What did surprise me was that loading a background image works:
console.log('%c ', 'background:url(http://george.mand.is.s3.amazonaws.com/profile-smaller.jpg) no-repeat;font-size:0px;padding:500px')
Curiously, to me, this image never appears in the Network Requests tab in the Chrome Developer Tools!
A good question to consider here is should the request appear? Should we consider this a bug? It wasn't loaded by the page or into the DOM, although a script excecuting on the page could result in this request. It only gets loaded if you open the console.
Whether or not you call it a bug at this point feels like a matter of opinion. I'd be inclined to say yes, but I sort of see a case for it not being one.
However, there is an interesting side-effect that I think makes it slightly more worthy of being called a bug.
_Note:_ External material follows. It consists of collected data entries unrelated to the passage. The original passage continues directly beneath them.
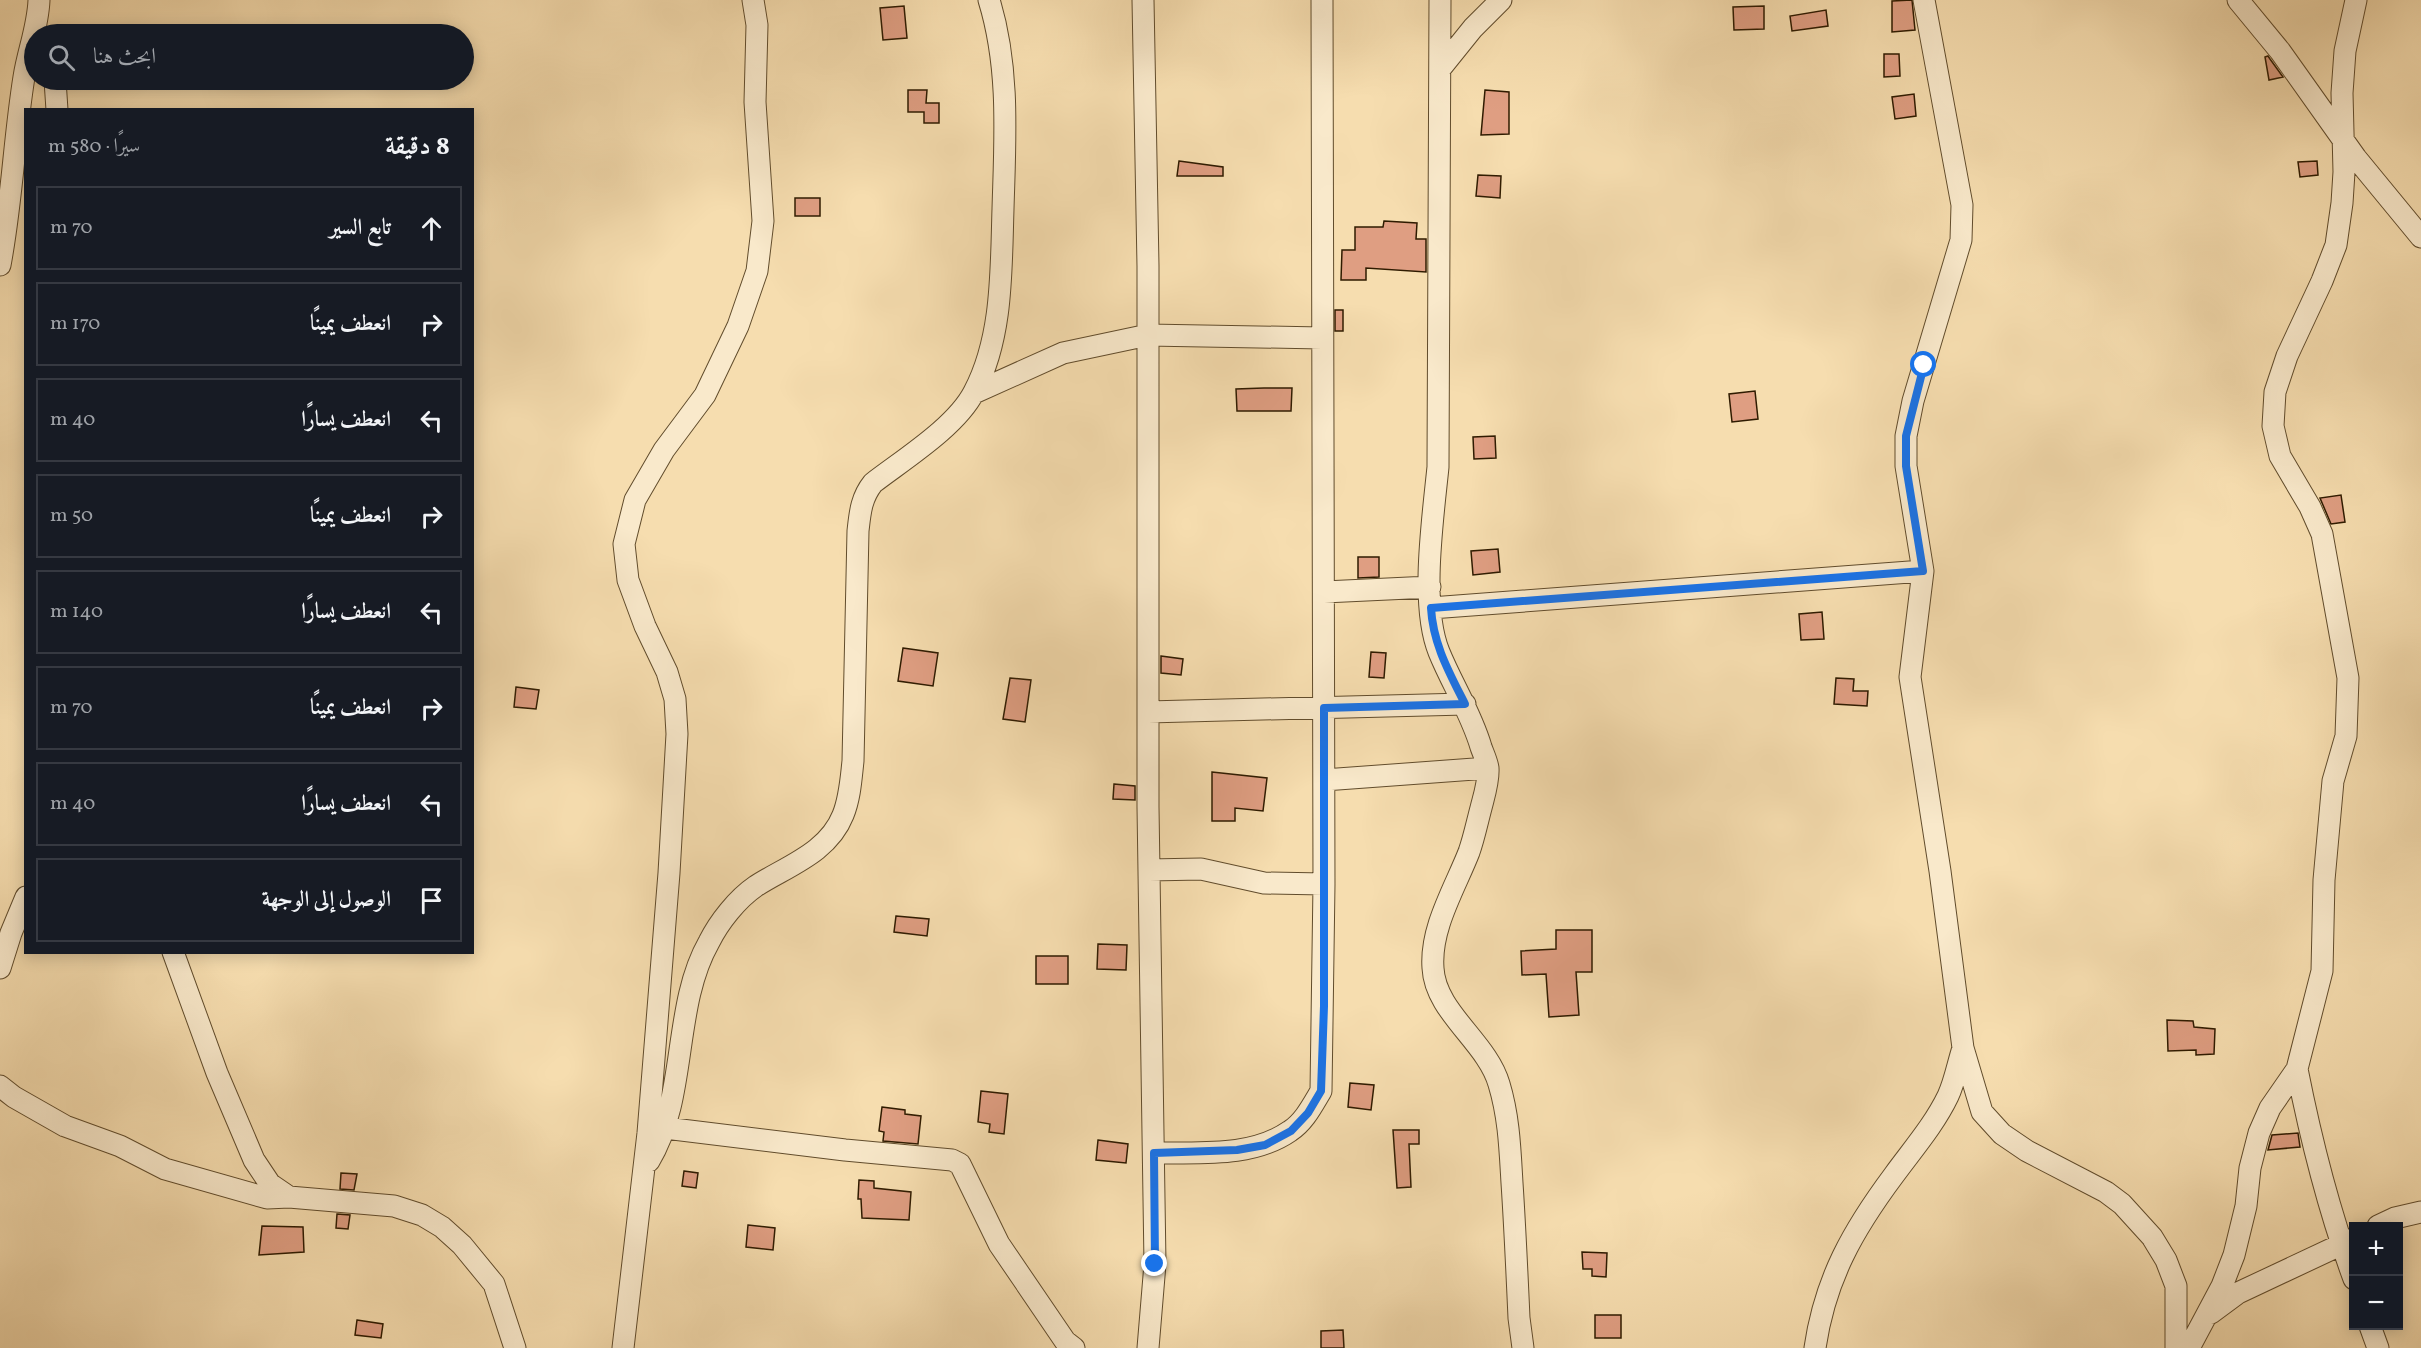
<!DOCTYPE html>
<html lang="ar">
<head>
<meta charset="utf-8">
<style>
	body { margin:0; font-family:Vollkorn,Amiri,serif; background:#242831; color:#f1f3f6; direction:rtl }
	.controls { position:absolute; right:18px; bottom:18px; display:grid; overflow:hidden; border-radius:0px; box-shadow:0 3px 15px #0003 }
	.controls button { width:54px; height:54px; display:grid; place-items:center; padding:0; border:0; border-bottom:2px solid #363941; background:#171b24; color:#f1f3f6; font:30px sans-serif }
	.stop { position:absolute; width:18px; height:18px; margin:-14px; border:4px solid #1a73e8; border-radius:50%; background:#fff }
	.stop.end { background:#1a73e8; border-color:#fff; box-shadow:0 2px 6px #0008 }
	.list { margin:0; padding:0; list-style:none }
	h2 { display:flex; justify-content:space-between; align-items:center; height:78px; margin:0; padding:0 24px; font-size:26px }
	h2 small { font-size:20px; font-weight:400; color:#9ea1a6 }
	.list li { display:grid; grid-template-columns:39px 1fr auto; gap:18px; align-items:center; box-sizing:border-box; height:84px; margin:0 12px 12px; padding:0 12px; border:2px solid #363941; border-radius:0px }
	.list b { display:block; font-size:22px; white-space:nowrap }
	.list em { font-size:20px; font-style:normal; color:#9ea1a6 }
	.icon { flex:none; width:33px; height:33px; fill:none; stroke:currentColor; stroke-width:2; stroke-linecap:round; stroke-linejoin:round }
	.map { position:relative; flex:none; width:2421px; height:1348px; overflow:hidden; direction:ltr }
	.search { position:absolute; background:#171b24; box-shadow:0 3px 15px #0003; left:24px; top:24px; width:450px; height:66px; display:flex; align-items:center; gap:15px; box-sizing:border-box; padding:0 21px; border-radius:33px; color:#9ea1a6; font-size:22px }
	.panel { position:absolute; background:#171b24; box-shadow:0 3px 15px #0003; left:24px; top:108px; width:450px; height:846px; border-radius:0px; direction:rtl }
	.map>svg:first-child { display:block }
	.building { fill:#df9e82; stroke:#2f1b00; stroke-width:1.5 }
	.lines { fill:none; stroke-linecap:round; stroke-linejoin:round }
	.street-casing { stroke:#614c2c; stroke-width:23 }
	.street { stroke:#f9e9cb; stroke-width:21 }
	.route { stroke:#1a73e8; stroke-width:8 }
</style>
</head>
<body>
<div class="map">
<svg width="2421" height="1348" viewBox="0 0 2421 1348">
	<rect width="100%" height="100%" fill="#f6ddaf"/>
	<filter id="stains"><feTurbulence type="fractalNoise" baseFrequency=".00333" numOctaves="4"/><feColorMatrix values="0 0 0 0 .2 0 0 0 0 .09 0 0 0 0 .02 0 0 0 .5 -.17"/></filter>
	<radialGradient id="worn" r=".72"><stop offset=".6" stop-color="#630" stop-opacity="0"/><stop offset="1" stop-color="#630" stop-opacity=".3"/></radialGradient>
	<path class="building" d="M1912,0L1915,30L1892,32V1Z
		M904,6L907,38L883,40L880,8Z
		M1764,6V29L1734,30L1733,7Z
		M1826,10L1828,26L1792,31L1790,16Z
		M1884,54H1899L1900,76L1884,77Z
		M2268,56L2270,59L2283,77L2269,80L2265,57Z
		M908,90H927L926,103H939V123H924V112H908Z
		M1485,90L1509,92V134L1481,135Z
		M1914,94L1916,116L1895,119L1892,97Z
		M1179,161L1223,167V176H1177Z
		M2317,161L2318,175L2300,177L2298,162Z
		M1478,175L1501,176L1500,198L1476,196Z
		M795,198H820V216H795Z
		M1384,221L1417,223L1416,239H1426V272L1366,268V280H1341L1342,250H1355V227H1383Z
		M1335,310H1343V331H1335Z
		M1264,388H1292L1291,411H1237L1236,389Z
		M1755,391L1758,419L1732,422L1729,394Z
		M1495,436L1496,458L1474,459L1473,437Z
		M2341,495L2345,522L2331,524L2320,498Z
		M1498,549L1500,572L1473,575L1471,551Z
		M1358,557H1379V577L1358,578Z
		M1822,612L1824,639L1801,640L1799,614Z
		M903,648L938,653L933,686L898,681Z
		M1371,652L1386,653L1384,678L1369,677Z
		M1161,656L1183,659L1181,675L1161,673Z
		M1010,678L1031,680L1025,722L1003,719Z
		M1836,678L1854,679L1853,691H1868L1867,706L1834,704Z
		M516,687L539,690L536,709L514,707Z
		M1212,772L1267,778L1263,811L1235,808V821H1212Z
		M1114,784L1135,786V800L1113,799Z
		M896,916L929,919L927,936L894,932Z
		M1556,930H1592V972H1576L1579,1015L1549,1017L1546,974L1522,975L1521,951L1556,949Z
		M1098,944L1127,945L1126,970L1097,969Z
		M1036,956H1068V984H1036Z
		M2167,1020L2193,1021L2194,1027L2215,1029L2214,1054L2196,1055V1050L2168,1051Z
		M1350,1083L1374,1085L1371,1110L1348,1107Z
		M981,1091L1008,1094L1004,1134L989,1132L990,1124L978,1122Z
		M882,1107L905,1110V1114L921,1116L918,1144L883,1141L884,1132L879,1131Z
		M1393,1130H1419V1144H1409L1411,1187L1397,1188Z
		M2298,1133L2300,1147L2268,1150L2272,1135Z
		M1098,1140L1128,1144L1126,1163L1096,1160Z
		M684,1171L698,1173L696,1188L682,1186Z
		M341,1173L357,1174L354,1190L340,1189Z
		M859,1180L874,1181V1188L911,1192L909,1220L862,1218L861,1199H858Z
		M337,1214L350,1215L348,1229L336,1228Z
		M748,1225L775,1228L773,1250L746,1247Z
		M262,1226L303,1227L304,1252L259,1255Z
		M1582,1252L1607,1253L1606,1277L1592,1276V1269H1583Z
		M1595,1315H1621V1338H1595Z
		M357,1320L383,1324L381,1338L355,1335Z
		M1343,1330L1344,1348H1321V1331Z"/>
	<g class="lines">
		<defs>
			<path id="street" d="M1143,0L1148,266V807L1155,1264L1148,1348
				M1440,0L1438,467C1433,517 1420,606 1439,652C1452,684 1471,713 1481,747C1483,753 1487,761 1488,768C1489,781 1484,796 1481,808C1477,823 1474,838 1469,852C1455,888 1430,928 1433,968C1435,1012 1487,1042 1499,1084C1509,1117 1510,1149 1512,1183C1515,1228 1517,1273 1519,1318L1523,1348
				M1924,0L1962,205L1961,240L1913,401L1906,436V466L1923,571L1910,677L1940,871L1963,1048L1982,1112L2002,1134L2027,1151L2106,1192L2122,1204L2152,1237L2166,1260L2176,1286V1348
				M2238,0L2280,51L2356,158L2421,237
				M1440,69L1473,28L1501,0
				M55,80L57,110
				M0,265C12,202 14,139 24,77C28,51 38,27 39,0
				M974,393L1063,353L1148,335L1322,338
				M1324,592L1430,587
				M1431,608L1923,571
				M1148,712L1465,704
				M1324,780L1488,768
				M1149,870L1201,869L1264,883L1324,884
				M173,952L217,1073L254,1160L270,1184L289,1197L394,1206L422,1215L442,1227L462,1245L494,1284L515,1348
				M0,968L11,933L26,897
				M2297,1069C2311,1140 2329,1211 2354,1279
				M0,1086L14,1097L65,1126L120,1146L165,1169L267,1198L289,1197
				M665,1128L845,1150L952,1160L960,1164L999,1244L1065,1341L1074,1348
				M1154,1153C1199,1152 1251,1158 1290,1131C1304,1122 1312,1106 1321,1091L1324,884L1322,0
				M649,1161C688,1097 672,1007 709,942C719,922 737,899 756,886C787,866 828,853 843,815C850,798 851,779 853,761L858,531C860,513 861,498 873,483C904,459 956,427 974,392C1003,337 1001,270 1003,209C1005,139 1010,68 989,0
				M2378,1226L2395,1218L2421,1212
				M2211,1313L2238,1293L2353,1239
				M2370,1326L2378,1348
				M623,1348L648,1133L669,873L677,734L675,699L667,672L645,626L628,580L624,544L635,500L664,450L705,395L738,326L757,271L763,221L755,102L757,25L753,0
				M1815,1348C1825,1279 1853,1230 1894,1175C1913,1149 1934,1125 1948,1096C1955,1081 1958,1063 1963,1048
				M2189,1348L2222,1286L2234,1255L2246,1206L2250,1168L2259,1133L2270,1108L2297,1069L2322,971L2324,880L2333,781L2346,736L2348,678L2322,534L2310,507L2280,456L2273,426L2275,392L2287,356L2322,281L2336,245L2342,203L2344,172L2342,93L2345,51L2356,0"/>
		</defs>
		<use href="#street" class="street-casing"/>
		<use href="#street" class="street"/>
	</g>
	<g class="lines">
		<path class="route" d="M1155,1264L1154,1153L1237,1150L1265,1145L1291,1131L1308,1113L1321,1091L1324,1006V708L1465,704C1449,672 1433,644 1431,608L1923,571L1906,466V436L1924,365"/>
	</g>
	<rect width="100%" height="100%" filter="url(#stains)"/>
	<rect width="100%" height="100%" fill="url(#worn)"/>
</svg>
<div class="controls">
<button>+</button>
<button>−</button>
</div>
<div class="stop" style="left:1924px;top:365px"></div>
<div class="stop end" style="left:1155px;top:1264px"></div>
<div class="search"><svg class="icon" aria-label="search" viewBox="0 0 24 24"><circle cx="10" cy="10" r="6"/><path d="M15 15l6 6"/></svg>ابحث هنا</div>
<section class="panel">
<h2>8 دقيقة<small>سيرًا · 580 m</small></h2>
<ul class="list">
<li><svg class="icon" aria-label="ahead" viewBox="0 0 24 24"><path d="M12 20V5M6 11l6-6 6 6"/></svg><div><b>تابع السير</b></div><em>70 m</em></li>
<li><svg class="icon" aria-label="right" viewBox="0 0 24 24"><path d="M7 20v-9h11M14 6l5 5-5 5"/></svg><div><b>انعطف يمينًا</b></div><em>170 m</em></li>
<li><svg class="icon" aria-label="left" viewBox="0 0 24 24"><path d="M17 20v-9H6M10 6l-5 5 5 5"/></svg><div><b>انعطف يسارًا</b></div><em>40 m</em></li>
<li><svg class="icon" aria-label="right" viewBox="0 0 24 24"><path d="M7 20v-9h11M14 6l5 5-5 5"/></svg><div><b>انعطف يمينًا</b></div><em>50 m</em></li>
<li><svg class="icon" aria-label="left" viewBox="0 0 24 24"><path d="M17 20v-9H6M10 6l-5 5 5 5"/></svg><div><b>انعطف يسارًا</b></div><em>140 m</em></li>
<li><svg class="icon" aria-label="right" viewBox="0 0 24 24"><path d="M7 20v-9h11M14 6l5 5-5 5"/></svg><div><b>انعطف يمينًا</b></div><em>70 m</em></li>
<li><svg class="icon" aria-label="left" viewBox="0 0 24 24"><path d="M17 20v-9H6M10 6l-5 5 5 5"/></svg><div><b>انعطف يسارًا</b></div><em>40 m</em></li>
<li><svg class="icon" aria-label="arrive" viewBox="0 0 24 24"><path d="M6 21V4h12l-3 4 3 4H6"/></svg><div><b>الوصول إلى الوجهة</b></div></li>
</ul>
</section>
</div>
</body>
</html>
If you load an image in this way (as a background image in the console) and then try to load the image into the DOM, the Network Request tab will say that the image was loaded from cache! You've effectively cached an image that you'll never be able to track down in the Network Request tab.
Does this matter?
No, probably not.
Is there any way this behavior might be useful?
I think you could rig a hacky but surprisingly assured way to know if the visitor to your page has opened the developer tools. If you have an image that you know will only get loaded in the console you could have something on the server watching for that, perhaps even communicate it back to the page via WebSockets or something. All the current methods I'm aware for doing this involve listening for window resizes.
Can this be used for anything nefarious?
Probably not. The best thing I could come up with was theoretically trying to use this behavior to game Lighthouse scores, but that's a fairly exaggerated definition of "nefarious" in my book. I'm also not even sure it would work.
None the less, this seems weird to me. I think the image should either:
- Never be cached
- Show up alongside the other network requests
I've opened a bug for this here, with slightly more thorough documentation, a video and an interactive example on Glitch you can play with to see the behavior yourself: https://crbug.com/1075874
It was marked as a duplicate, but I don't think it's actually related to the other bug it was merged into. C'est la vie.